Segment Start: INFORMATION SHOWN

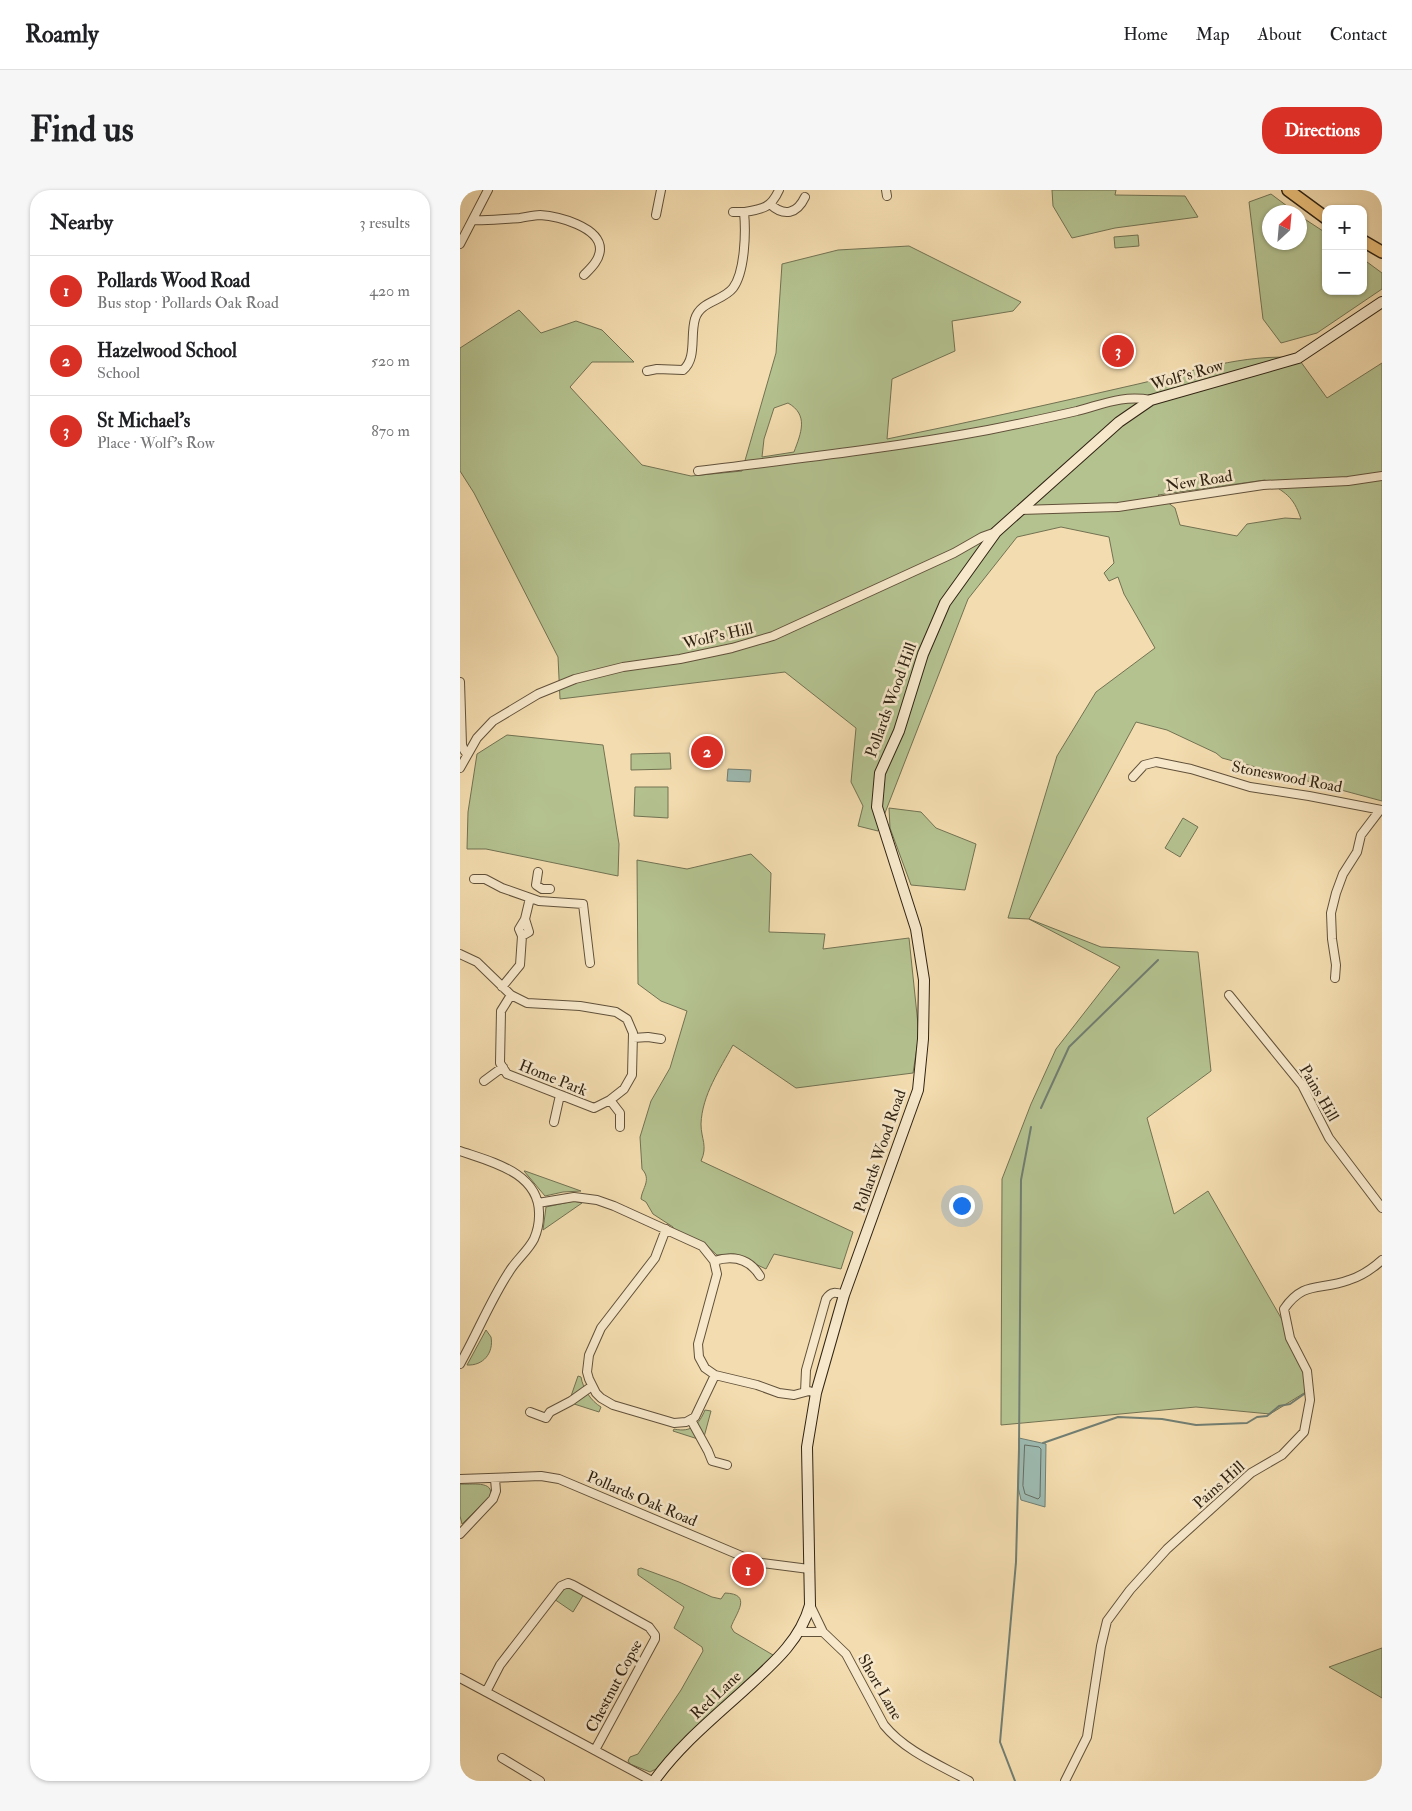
<!DOCTYPE html>
<html lang="en">
<head>
<meta charset="utf-8">
<style>
  body { margin:0; font-family:"IM FELL Double Pica",serif; background:#f6f6f6; color:#202124 }
  .controls { position:absolute; right:15px; top:15px; display:grid; overflow:hidden; border-radius:10px; box-shadow:0 1px 4px #0004 }
  .controls button { width:45px; height:45px; display:grid; place-items:center; padding:0; border:0; border-bottom:1px solid #e0e0e0; background:#fff; color:#202124; font:25px sans-serif }
  .compass { position:absolute; left:802px; top:15px; width:45px; height:45px; border-radius:50%; background:#fff; box-shadow:0 1px 4px #0004; rotate:26deg }
  .you { position:absolute; left:501px; top:1015px; width:18px; height:18px; margin:-12px; border:4px solid #fff; border-radius:50%; background:#1a73e8; box-shadow:0 0 0 8px #1a73e833 }
  .badge { display:grid; place-items:center; width:32px; height:32px; border-radius:50%; background:#d93025; color:#fff; font-size:16px; font-weight:700 }
  .pin { position:absolute; translate:-50% -50%; border:2px solid #fff; box-shadow:0 1px 5px #0006 }
  .list { margin:0; padding:0; list-style:none }
  h2 { display:flex; justify-content:space-between; align-items:center; height:65px; margin:0; padding:0 20px; font-size:21px }
  h2 small { font-size:16px; font-weight:400; color:#757577 }
  .list li { display:grid; grid-template-columns:32px 1fr auto; gap:15px; align-items:center; box-sizing:border-box; height:70px; padding:0 20px; border-top:1px solid #e0e0e0 }
  .list b { display:block; font-size:19px; white-space:nowrap }
  .list p { margin:0; font-size:16px; white-space:nowrap; color:#757577 }
  .list em { font-size:16px; font-style:normal; color:#757577 }
  .map { position:relative; flex:none; width:922px; height:1591px; overflow:hidden; border-radius:20px }
  header { display:flex; align-items:center; gap:30px; box-sizing:border-box; height:70px; padding:0 25px; background:#fff; border-bottom:1px solid #e0e0e0 }
  header strong { font-size:24px }
  nav { display:flex; gap:28px; margin-inline-start:auto; font-size:18px }
  .intro { display:flex; align-items:center; justify-content:space-between; box-sizing:border-box; height:120px; padding:0 30px }
  h1 { margin:0; font-size:35px }
  .button { padding:12px 22px; border-radius:20px; background:#d93025; color:#fff; font-size:18px; font-weight:700 }
  main { display:flex; gap:30px; padding:0 30px }
  aside { flex:1; background:#fff; border-radius:20px; box-shadow:0 1px 4px #0004 }
  .map>svg:first-child { display:block }
</style>
</head>
<body>
<header>
<strong>Roamly</strong>
<nav><a>Home</a><a>Map</a><a>About</a><a>Contact</a></nav>
</header>
<div class="intro"><h1>Find us</h1><a class="button">Directions</a></div>
<main>
<aside>
<h2>Nearby<small>3 results</small></h2>
<ul class="list">
<li><span class="badge">1</span><div><b>Pollards Wood Road</b><p>Bus stop · Pollards Oak Road</p></div><em>420 m</em></li>
<li><span class="badge">2</span><div><b>Hazelwood School</b><p>School</p></div><em>520 m</em></li>
<li><span class="badge">3</span><div><b>St Michael's</b><p>Place · Wolf's Row</p></div><em>870 m</em></li>
</ul>
</aside>
<div class="map">
<svg width="922" height="1591" viewBox="0 0 922 1591">
  <rect width="100%" height="100%" fill="#f3dcaf"/>
  <filter id="stains"><feTurbulence type="fractalNoise" baseFrequency=".004" numOctaves="4"/><feColorMatrix values="0 0 0 0 .2 0 0 0 0 .09 0 0 0 0 .02 0 0 0 .5 -.17"/></filter>
  <radialGradient id="worn" r=".72"><stop offset=".6" stop-color="#630" stop-opacity="0"/><stop offset="1" stop-color="#630" stop-opacity=".3"/></radialGradient>
  <path fill="#b4c290" stroke="#727252" fill-rule="evenodd" d="M 592,0 L 656,0 L 655,5 L 725,6 L 738,27 L 655,38 L 612,48 L 593,16 Z
    M 811,4 L 835,22 L 809,22 L 809,52 L 839,52 L 840,26 L 866,43 L 866,101 L 903,101 L 903,69 L 922,83 L 922,99 L 857,143 L 821,153 L 803,129 L 789,12 Z
    M 678,45 L 679,56 L 655,58 L 654,47 Z
    M 449,56 L 561,112 L 553,121 L 492,131 L 495,161 L 432,189 L 427,249 C 511,232 595,213 678,194 C 730,182 785,163 838,168 L 867,208 L 922,173 L 922,611 L 762,568 L 756,563 L 707,540 L 676,532 L 569,729 L 548,728 L 597,566 L 636,502 L 695,458 L 664,404 L 658,387 L 649,391 L 644,383 L 654,373 L 649,347 L 601,337 L 557,347 L 508,409 L 418,641 L 398,636 L 403,616 L 391,592 L 396,538 L 325,482 L 100,509 L 98,467 L 14,303 L 0,281 L 0,158 L 59,120 L 81,143 L 116,131 L 142,140 L 174,172 L 132,172 L 110,197 L 182,275 L 231,286 L 282,281 L 316,163 L 322,74 L 378,60 ZM 328,213 C 349,225 341,243 334,262 L 302,267 L 304,249 L 314,218 ZM 805,290 C 825,303 833,305 841,329 L 825,328 L 787,334 L 777,346 L 720,335 L 715,318 L 698,305 Z
    M 47,545 L 143,555 L 159,654 L 158,686 L 26,659 L 7,659 L 8,622 L 17,564 Z
    M 210,563 L 211,579 L 171,580 L 171,564 Z
    M 175,597 L 208,597 L 208,628 L 174,626 Z
    M 429,618 L 461,622 L 476,638 L 516,654 L 505,700 L 451,695 L 430,638 Z
    M 723,628 L 738,637 L 720,667 L 705,658 Z
    M 291,664 L 311,683 L 309,742 L 365,744 L 363,759 L 449,748 L 459,844 L 453,883 L 336,898 L 273,855 C 260,879 242,905 241,934 C 241,949 248,956 241,971 L 393,1042 L 381,1079 L 314,1064 L 306,1079 L 274,1064 L 257,1065 L 245,1054 L 213,1039 L 213,1037 L 193,1024 L 186,1012 L 181,1009 C 182,998 192,990 182,979 L 180,947 L 191,911 L 210,878 L 227,821 L 201,811 L 178,794 L 177,670 L 227,679 Z
    M 569,729 L 641,757 L 738,762 L 751,881 L 687,928 L 714,1024 L 748,1001 L 828,1140 L 849,1200 L 810,1224 L 736,1217 L 541,1235 L 542,989 L 571,914 L 596,859 L 660,777 Z
    M 64,981 L 65,981 L 121,1001 L 103,1002 L 85,1006 Z
    M 114,1011 L 122,1013 L 83,1040 L 86,1017 Z
    M 26,1140 L 31,1147 C 34,1163 23,1176 7,1175 Z
    M 118,1186 L 121,1187 C 123,1199 131,1211 141,1217 L 139,1222 L 111,1213 L 110,1209 Z
    M 245,1220 L 251,1221 L 244,1247 L 241,1250 L 213,1241 L 214,1239 C 232,1243 239,1234 245,1220 Z
    M 0,1294 C 10,1295 35,1290 30,1306 L 2,1334 L 0,1326 Z
    M 181,1378 L 219,1392 L 252,1407 L 261,1409 L 265,1403 C 293,1404 276,1423 271,1437 L 274,1442 L 313,1465 L 218,1555 L 196,1579 L 190,1582 L 170,1574 L 168,1571 L 170,1567 L 178,1564 L 221,1500 L 243,1461 L 242,1457 L 214,1438 L 224,1417 L 178,1385 L 178,1379 Z
    M 108,1397 L 124,1404 L 113,1422 L 94,1409 L 104,1398 Z
    M 922,1458 L 922,1508 L 869,1477 Z"/>
  <path fill="#9dbab1" stroke="#717e72" d="M 268,579 L 291,580 L 290,592 L 267,591 Z
    M 559,1248 L 586,1254 L 585,1317 L 561,1310 L 558,1297 Z"/>
  <g fill="none" stroke-linecap="round" stroke-linejoin="round">
    <path stroke="#666e62" stroke-width="1" d="M 565,1255 L 579,1257 L 581,1259 L 580,1307 L 578,1309 L 565,1304 L 563,1296 Z"/>
    <path stroke="#717e72" stroke-width="2" d="M 581,918 L 609,857 L 698,770
      M 583,1253 L 658,1227 L 702,1229 L 736,1235 L 787,1233 L 797,1227 L 807,1226 L 819,1216 L 830,1214 L 847,1202
      M 555,1591 L 540,1552 L 556,1372 L 559,1259 L 561,990 L 571,937"/>
    <defs>
      <path id="street" d="M 426,0 L 427,6
        M 310,14 C 324,27 337,24 345,7
        M 273,22 L 284,22
        M 196,25 L 201,0
        M 14,30 C 30,31 45,29 60,28 C 67,27 74,25 80,25 C 98,26 140,37 140,59 C 140,70 130,79 124,85
        M 0,54 L 28,0
        M 187,181 L 197,179 L 223,180 C 237,169 230,145 235,129 C 240,111 263,111 273,98 C 285,82 286,42 284,22 C 303,19 311,18 319,0
        M 238,281 C 335,269 432,258 528,240 C 558,234 587,228 617,221 C 644,214 662,205 691,210
        M 560,320 L 658,317 L 803,295 L 888,291 L 922,286
        M 0,492 L 2,555 L 4,560 L 7,564
        M 0,578 L 17,548 L 33,531 L 78,504 L 115,489 L 163,477 L 220,469 L 272,458 L 313,446 L 494,363 L 522,347 L 536,342
        M 673,587 L 684,575 L 696,572 L 731,579 L 790,597 L 849,606 L 922,620
        M 78,682 L 76,695 L 82,699 L 90,699
        M 14,689 L 25,689 L 42,698 L 79,711 L 123,714 L 130,773
        M 62,746 L 69,742 L 65,729
        M 0,764 L 17,772 L 51,805 L 67,813 L 120,816 L 156,822 L 167,829 L 173,843 L 172,885 L 164,899 L 150,910 L 134,918 L 47,884 L 40,873 L 41,821 L 51,805
        M 875,788 L 876,775 L 872,749 L 871,723 L 876,703 L 883,684 L 897,662 L 901,645 L 920,620
        M 42,797 L 60,775 L 62,746 L 59,739 L 65,729 L 70,708
        M 769,805 L 842,895 L 869,948 L 922,1018
        M 173,848 L 188,847 L 201,849
        M 24,891 L 43,877
        M 150,910 L 160,923 L 160,937
        M 94,932 L 100,905
        M 0,961 C 32,972 81,983 79,1026 C 79,1034 77,1042 74,1049 C 68,1061 56,1070 49,1082 C 30,1111 17,1144 0,1174
        M 78,1013 L 114,1007 L 137,1010 L 154,1016 L 242,1056 L 254,1071 L 257,1084 L 238,1154 L 239,1167 L 245,1178 L 255,1185 L 297,1195 L 319,1203 L 334,1205 L 349,1201 L 356,1203
        M 206,1039 L 195,1068 L 141,1138 L 129,1165 L 127,1182 L 129,1189 L 136,1203 L 141,1208 L 153,1215 L 214,1233 L 226,1232 L 235,1227 L 255,1185
        M 254,1071 C 273,1065 289,1068 300,1086
        M 345,1202 L 346,1180 L 366,1109 C 371,1101 376,1102 384,1105
        M 70,1222 L 86,1228 L 90,1222 L 111,1211 L 132,1196
        M 231,1230 L 248,1261 L 252,1271 L 267,1275
        M 0,1289 L 81,1286 L 99,1289 L 291,1370 L 302,1373 L 349,1379
        M 0,1344 L 33,1309 L 36,1301 L 35,1289
        M 350,1415 L 363,1442 L 386,1464 L 424,1535 C 445,1561 480,1575 509,1591
        M 339,1442 L 363,1442
        M 0,1488 L 192,1591
        M 26,1502 L 40,1475 L 101,1396 L 108,1393 L 113,1395 L 189,1437 L 195,1445 L 195,1449 L 135,1560
        M 42,1568 L 80,1591
        M 605,1591 L 627,1547 L 641,1456 L 647,1431 L 670,1400 L 707,1359 L 791,1283 L 822,1265 L 844,1242 L 850,1210 L 847,1181 L 830,1148 L 824,1119 C 844,1090 860,1101 889,1090 C 902,1086 912,1079 922,1070"/>
      <path id="secondary" d="M 194,1591 C 219,1556 252,1529 283,1501 C 310,1476 340,1452 350,1415 L 347,1257 L 356,1203 L 384,1105 L 458,900 L 463,849 L 464,790 L 456,739 L 417,617 L 420,583 L 439,541 L 463,464 L 485,413 L 536,342 L 659,232 L 691,210 L 838,168 L 922,112"/>
      <path id="primary" d="M 828,0 L 866,28
        M 903,51 L 922,62"/>
    </defs>
    <use href="#street" stroke="#61513a" stroke-width="10"/>
    <use href="#secondary" stroke="#302313" stroke-width="12"/>
    <use href="#primary" stroke="#302313" stroke-width="14"/>
    <use href="#street" stroke="#f7e8cb" stroke-width="8"/>
    <use href="#secondary" stroke="#f7e8cb" stroke-width="10"/>
    <use href="#primary" stroke="#eabe78" stroke-width="11"/>
  </g>
  <g text-anchor="middle" dominant-baseline="central" stroke-width="5" stroke-linejoin="round" paint-order="stroke">
    <g font-size="16" fill="#302313" stroke="#f7e8cb">
      <text transform="translate(727 185) rotate(-16)">Wolf's Row</text>
      <text transform="translate(739 291) rotate(-9)">New Road</text>
      <text transform="translate(258 446) rotate(-13)">Wolf's Hill</text>
      <text transform="translate(431 510) rotate(-70)">Pollards Wood Hill</text>
      <text transform="translate(827 587) rotate(11)">Stoneswood Road</text>
      <text transform="translate(93 888) rotate(22)">Home Park</text>
      <text transform="translate(859 903) rotate(60)">Pains Hill</text>
      <text transform="translate(420 961) rotate(-71)">Pollards Wood Road</text>
      <text transform="translate(759 1295) rotate(-42)">Pains Hill</text>
      <text transform="translate(182 1309) rotate(23)">Pollards Oak Road</text>
      <text transform="translate(154 1496) rotate(-62)">Chestnut Copse</text>
      <text transform="translate(420 1497) rotate(60)">Short Lane</text>
      <text transform="translate(256 1505) rotate(-43)">Red Lane</text>
    </g>
  </g>
  <rect width="100%" height="100%" filter="url(#stains)"/>
  <rect width="100%" height="100%" fill="url(#worn)"/>
</svg>
<div class="controls">
<button>+</button>
<button>−</button>
</div>
<svg class="compass" viewBox="-18 -18 36 36"><path d="M0-13l5 13h-10z" fill="#e53935"/><path d="M0 13l5-13h-10z" fill="#757577"/></svg>
<div class="you"></div>
<div class="pin badge" style="left:288px;top:1380px">1</div>
<div class="pin badge" style="left:247px;top:562px">2</div>
<div class="pin badge" style="left:658px;top:161px">3</div>
</div>
</main>
</body>
</html>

Segment End: INFORMATION SHOWN

Reproduce exactly, and only, the lines from the opening line of the listing above through the line holding "position:absolute; right:15px; top:15px;", minus the pictures.

#### [SOLUTION]
<!DOCTYPE html>
<html lang="en">
<head>
<meta charset="utf-8">
<style>
  body { margin:0; font-family:"IM FELL Double Pica",serif; background:#f6f6f6; color:#202124 }
  .controls { position:absolute; right:15px; top:15px; display:grid; overflow:hidden; border-radius:10px; box-shadow:0 1px 4px #0004 }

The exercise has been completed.